Collected data
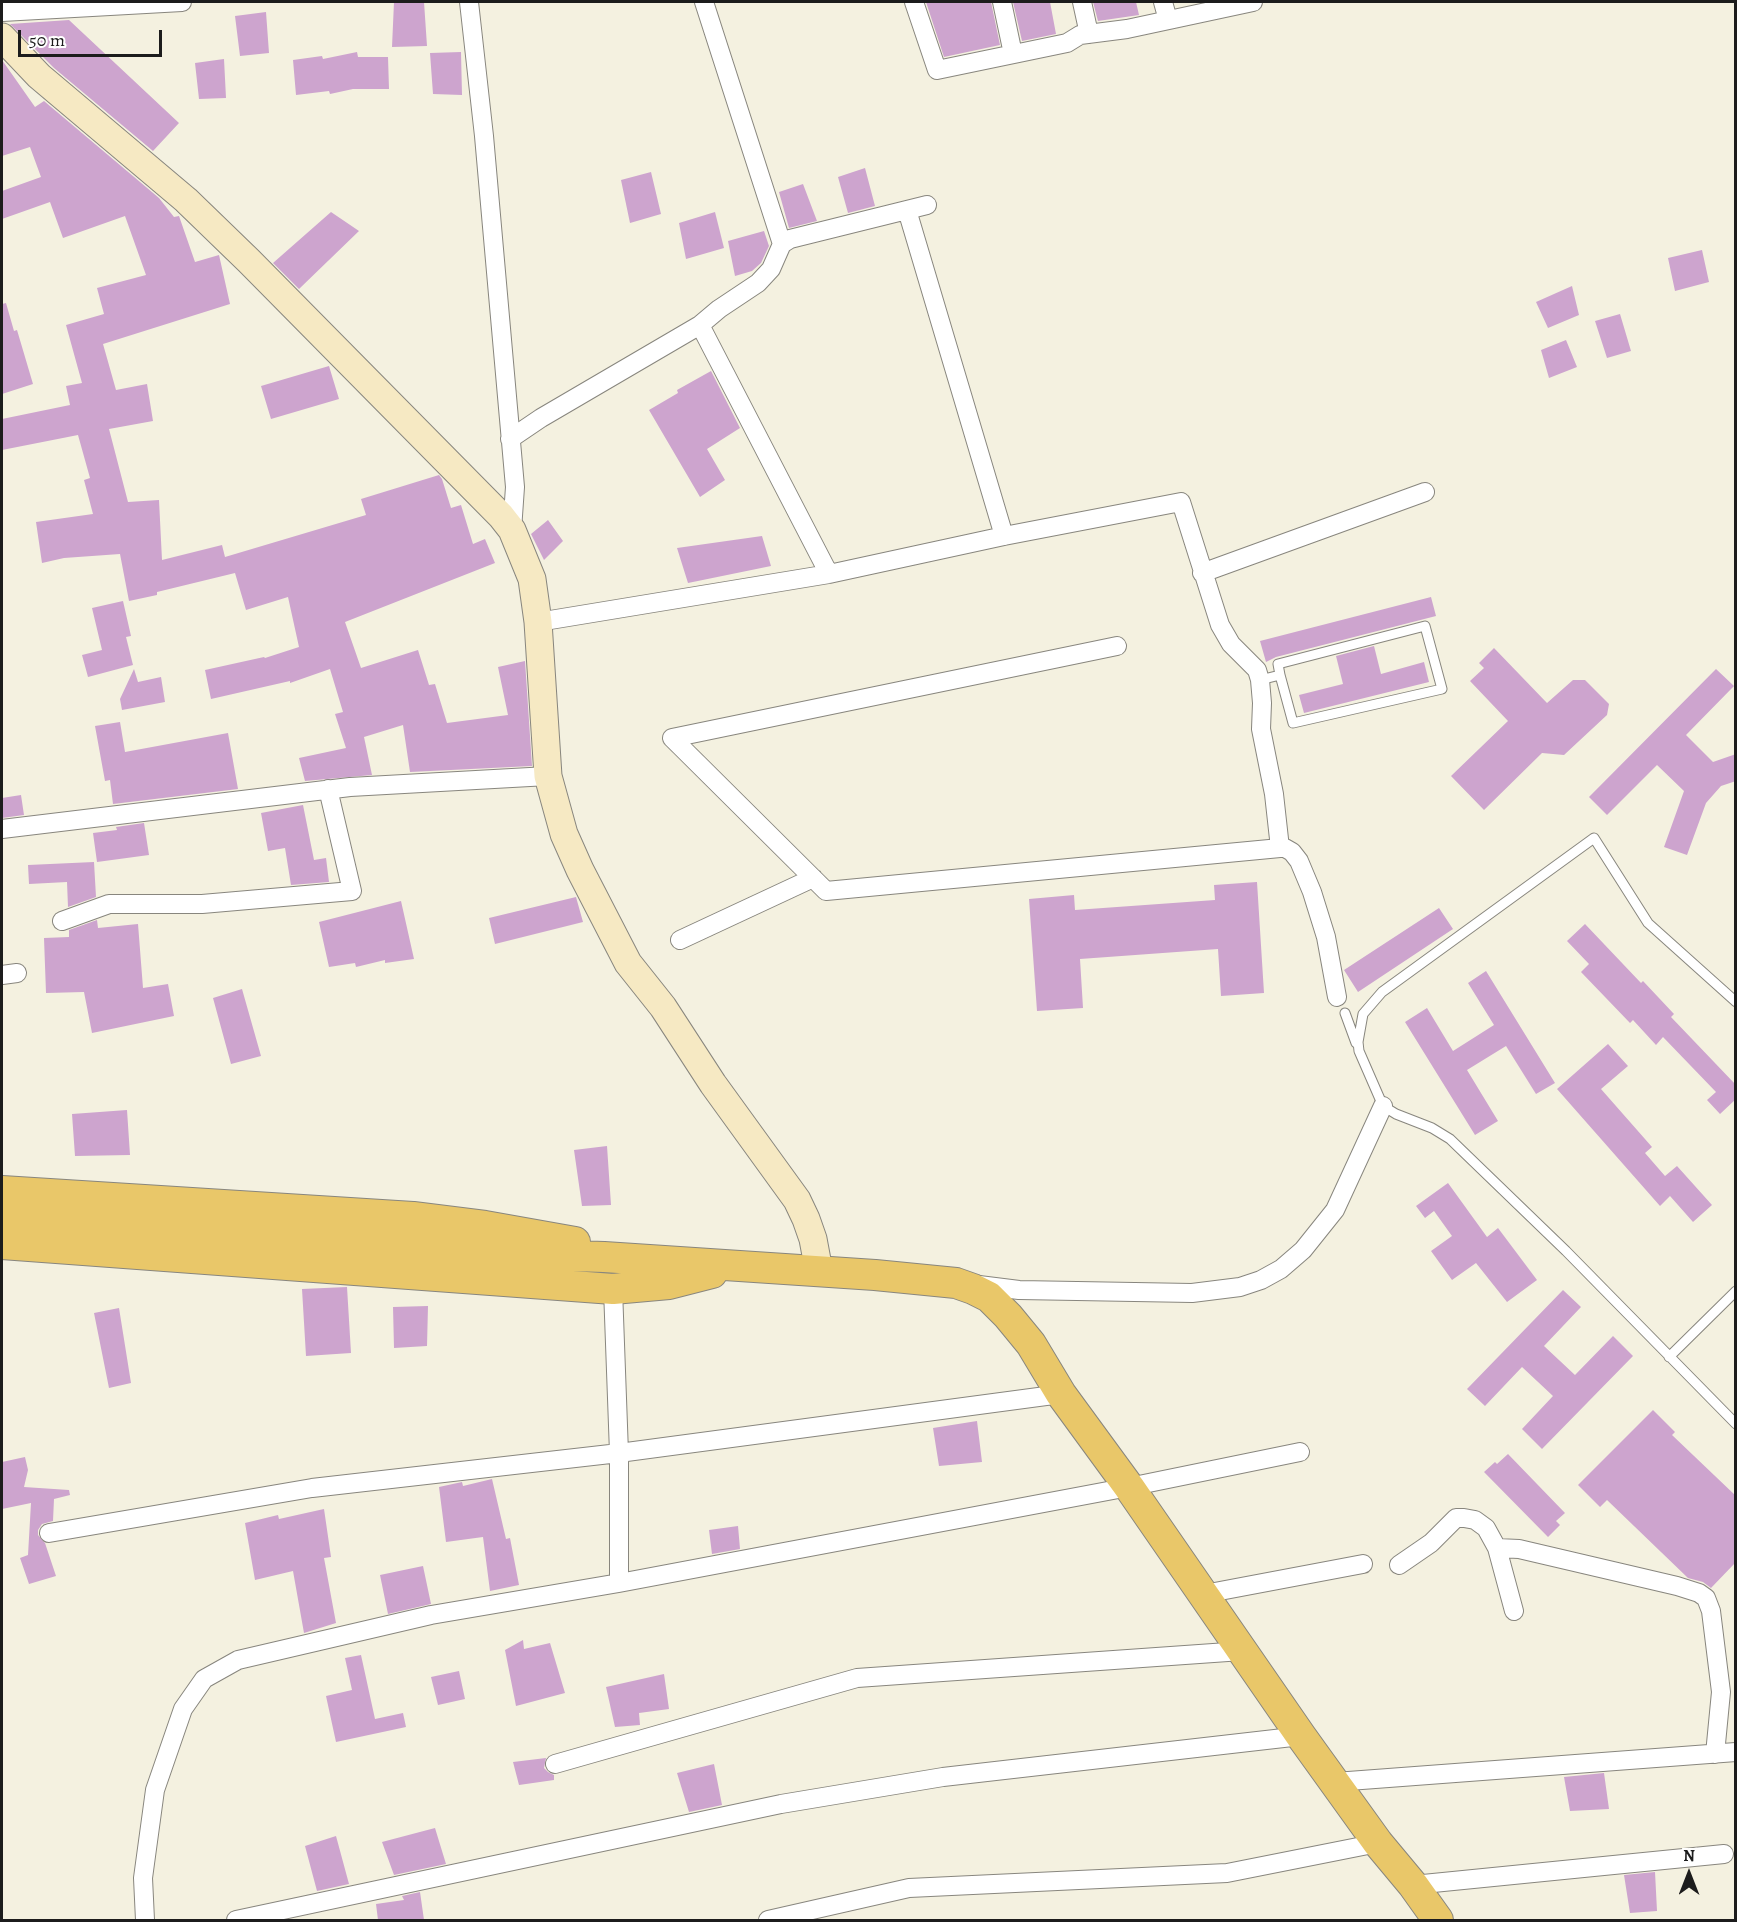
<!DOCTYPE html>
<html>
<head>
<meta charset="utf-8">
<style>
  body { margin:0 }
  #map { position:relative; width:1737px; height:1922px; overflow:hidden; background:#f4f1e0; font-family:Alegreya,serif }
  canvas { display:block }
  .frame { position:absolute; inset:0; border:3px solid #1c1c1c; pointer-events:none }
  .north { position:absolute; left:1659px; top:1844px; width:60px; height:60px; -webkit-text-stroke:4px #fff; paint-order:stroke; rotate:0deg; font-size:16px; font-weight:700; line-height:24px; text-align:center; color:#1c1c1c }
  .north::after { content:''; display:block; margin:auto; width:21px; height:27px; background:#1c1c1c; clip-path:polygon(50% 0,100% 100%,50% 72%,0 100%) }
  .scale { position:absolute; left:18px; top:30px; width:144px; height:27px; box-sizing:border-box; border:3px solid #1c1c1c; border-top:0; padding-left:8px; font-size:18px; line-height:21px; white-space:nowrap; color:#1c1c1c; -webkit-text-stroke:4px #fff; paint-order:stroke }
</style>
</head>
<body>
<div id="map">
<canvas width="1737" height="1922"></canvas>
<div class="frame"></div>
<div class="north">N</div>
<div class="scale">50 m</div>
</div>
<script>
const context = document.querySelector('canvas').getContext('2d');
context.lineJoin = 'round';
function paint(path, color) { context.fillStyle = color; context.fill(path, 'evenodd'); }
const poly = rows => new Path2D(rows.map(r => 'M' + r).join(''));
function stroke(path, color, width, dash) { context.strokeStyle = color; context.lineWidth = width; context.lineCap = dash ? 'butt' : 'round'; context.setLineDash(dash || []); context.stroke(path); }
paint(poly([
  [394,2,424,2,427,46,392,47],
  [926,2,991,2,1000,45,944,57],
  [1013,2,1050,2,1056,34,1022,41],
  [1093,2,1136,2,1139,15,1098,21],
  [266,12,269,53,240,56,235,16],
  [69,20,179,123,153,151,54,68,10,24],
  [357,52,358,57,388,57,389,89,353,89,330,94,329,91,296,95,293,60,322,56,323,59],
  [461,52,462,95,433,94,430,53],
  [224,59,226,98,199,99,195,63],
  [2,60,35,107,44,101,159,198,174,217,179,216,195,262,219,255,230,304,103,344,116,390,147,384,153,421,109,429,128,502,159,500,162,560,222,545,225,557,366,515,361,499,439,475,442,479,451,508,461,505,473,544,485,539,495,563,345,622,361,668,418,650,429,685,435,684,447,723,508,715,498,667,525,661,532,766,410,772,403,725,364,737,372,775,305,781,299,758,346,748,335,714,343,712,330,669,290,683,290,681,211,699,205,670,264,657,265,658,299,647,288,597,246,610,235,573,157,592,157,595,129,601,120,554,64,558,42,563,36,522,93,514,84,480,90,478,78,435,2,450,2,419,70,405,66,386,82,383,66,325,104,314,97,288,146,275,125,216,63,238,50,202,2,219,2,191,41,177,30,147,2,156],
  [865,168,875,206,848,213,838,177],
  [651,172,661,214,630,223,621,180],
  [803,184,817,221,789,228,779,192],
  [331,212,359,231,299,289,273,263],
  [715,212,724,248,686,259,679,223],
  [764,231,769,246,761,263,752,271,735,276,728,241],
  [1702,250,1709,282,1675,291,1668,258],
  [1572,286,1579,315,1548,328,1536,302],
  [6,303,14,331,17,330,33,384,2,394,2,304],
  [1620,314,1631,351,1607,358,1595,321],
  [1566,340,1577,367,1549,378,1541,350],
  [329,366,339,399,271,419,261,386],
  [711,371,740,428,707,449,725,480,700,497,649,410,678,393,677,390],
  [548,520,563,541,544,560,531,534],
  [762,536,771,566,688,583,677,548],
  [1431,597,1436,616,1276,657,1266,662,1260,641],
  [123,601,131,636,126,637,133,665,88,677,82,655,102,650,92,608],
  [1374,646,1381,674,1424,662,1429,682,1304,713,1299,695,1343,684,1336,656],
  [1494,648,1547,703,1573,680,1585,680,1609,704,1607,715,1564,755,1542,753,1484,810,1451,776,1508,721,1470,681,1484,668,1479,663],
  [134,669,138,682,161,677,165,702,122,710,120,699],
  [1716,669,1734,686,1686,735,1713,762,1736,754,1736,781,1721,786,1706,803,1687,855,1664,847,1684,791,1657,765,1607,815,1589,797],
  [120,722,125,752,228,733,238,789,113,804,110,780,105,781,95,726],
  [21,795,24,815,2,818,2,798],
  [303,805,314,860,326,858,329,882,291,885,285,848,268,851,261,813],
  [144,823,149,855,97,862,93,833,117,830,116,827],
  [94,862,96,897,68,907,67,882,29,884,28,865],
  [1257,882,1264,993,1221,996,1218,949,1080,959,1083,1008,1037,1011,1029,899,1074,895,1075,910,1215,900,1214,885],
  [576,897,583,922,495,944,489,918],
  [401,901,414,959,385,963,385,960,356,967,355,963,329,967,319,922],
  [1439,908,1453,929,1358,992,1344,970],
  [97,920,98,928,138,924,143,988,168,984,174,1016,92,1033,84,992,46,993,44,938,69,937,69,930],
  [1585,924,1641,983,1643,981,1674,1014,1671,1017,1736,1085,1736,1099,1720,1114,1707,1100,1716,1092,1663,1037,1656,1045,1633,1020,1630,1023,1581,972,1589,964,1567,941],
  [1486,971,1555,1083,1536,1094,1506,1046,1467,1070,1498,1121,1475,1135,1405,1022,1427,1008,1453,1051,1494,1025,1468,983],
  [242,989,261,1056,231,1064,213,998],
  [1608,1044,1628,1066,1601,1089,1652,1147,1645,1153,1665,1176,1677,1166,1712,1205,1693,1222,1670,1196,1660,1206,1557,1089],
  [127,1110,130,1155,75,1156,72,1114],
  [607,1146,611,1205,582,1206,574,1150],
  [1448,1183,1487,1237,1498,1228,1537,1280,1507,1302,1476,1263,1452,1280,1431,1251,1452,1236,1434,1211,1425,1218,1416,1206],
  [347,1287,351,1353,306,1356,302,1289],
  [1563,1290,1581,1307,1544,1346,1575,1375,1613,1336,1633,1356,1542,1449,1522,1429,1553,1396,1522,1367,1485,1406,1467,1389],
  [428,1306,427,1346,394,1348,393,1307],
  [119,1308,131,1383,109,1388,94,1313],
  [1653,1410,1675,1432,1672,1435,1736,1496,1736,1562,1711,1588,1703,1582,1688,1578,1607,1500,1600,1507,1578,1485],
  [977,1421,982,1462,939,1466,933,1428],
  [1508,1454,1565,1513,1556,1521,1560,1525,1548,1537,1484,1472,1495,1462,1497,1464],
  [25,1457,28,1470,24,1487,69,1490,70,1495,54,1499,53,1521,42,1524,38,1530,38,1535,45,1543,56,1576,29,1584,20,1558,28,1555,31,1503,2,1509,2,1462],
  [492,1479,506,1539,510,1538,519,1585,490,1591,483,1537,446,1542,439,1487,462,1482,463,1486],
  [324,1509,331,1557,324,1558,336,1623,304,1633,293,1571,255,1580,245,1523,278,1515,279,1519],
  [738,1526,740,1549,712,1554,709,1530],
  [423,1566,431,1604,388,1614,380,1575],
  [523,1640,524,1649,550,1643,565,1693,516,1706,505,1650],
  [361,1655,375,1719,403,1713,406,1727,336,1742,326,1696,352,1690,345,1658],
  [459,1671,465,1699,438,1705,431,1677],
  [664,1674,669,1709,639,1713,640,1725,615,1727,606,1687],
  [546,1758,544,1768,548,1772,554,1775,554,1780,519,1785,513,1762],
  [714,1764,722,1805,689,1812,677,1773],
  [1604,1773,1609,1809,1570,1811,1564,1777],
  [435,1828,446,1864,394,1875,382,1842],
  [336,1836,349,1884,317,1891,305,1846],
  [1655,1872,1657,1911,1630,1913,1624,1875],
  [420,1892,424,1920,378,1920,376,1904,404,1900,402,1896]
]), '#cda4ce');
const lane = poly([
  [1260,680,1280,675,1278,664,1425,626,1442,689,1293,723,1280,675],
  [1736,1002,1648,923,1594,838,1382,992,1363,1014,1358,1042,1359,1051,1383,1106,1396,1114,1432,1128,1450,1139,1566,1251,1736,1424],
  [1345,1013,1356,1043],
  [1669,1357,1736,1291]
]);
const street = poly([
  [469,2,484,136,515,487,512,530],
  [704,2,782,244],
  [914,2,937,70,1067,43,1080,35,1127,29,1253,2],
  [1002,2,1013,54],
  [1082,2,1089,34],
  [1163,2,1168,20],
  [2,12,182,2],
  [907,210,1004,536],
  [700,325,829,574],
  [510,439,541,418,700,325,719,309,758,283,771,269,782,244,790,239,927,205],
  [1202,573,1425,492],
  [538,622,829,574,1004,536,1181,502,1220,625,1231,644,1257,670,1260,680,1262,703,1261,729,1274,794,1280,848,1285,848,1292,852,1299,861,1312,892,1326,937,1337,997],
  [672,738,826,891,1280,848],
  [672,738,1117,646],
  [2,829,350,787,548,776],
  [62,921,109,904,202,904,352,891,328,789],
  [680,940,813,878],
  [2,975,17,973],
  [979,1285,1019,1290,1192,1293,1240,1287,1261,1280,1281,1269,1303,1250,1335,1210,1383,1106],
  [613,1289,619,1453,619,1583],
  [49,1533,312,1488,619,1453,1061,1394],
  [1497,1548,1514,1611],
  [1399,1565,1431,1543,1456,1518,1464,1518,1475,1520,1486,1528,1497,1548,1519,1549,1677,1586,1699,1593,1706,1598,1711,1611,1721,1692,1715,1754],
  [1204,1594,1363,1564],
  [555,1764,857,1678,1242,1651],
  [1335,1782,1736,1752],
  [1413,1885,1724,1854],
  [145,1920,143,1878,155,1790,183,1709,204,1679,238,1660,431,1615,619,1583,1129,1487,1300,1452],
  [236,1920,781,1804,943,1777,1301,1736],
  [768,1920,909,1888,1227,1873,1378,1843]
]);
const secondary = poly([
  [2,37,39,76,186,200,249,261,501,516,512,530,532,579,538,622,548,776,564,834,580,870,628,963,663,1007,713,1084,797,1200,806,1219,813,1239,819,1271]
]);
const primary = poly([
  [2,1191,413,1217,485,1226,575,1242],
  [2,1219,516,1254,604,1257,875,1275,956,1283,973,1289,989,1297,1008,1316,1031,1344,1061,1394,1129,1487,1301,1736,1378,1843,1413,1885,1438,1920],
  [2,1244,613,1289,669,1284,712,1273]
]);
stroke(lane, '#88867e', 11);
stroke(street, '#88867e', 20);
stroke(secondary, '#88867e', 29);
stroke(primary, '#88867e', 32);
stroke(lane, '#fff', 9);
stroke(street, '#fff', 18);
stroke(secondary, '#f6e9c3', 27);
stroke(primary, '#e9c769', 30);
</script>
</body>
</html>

Task to complete:
Within the entries above, find each line where "background" appears; copy every one.

Answer for this exercise:
  #map { position:relative; width:1737px; height:1922px; overflow:hidden; background:#f4f1e0; font-family:Alegreya,serif }
  .north::after { content:''; display:block; margin:auto; width:21px; height:27px; background:#1c1c1c; clip-path:polygon(50% 0,100% 100%,50% 72%,0 100%) }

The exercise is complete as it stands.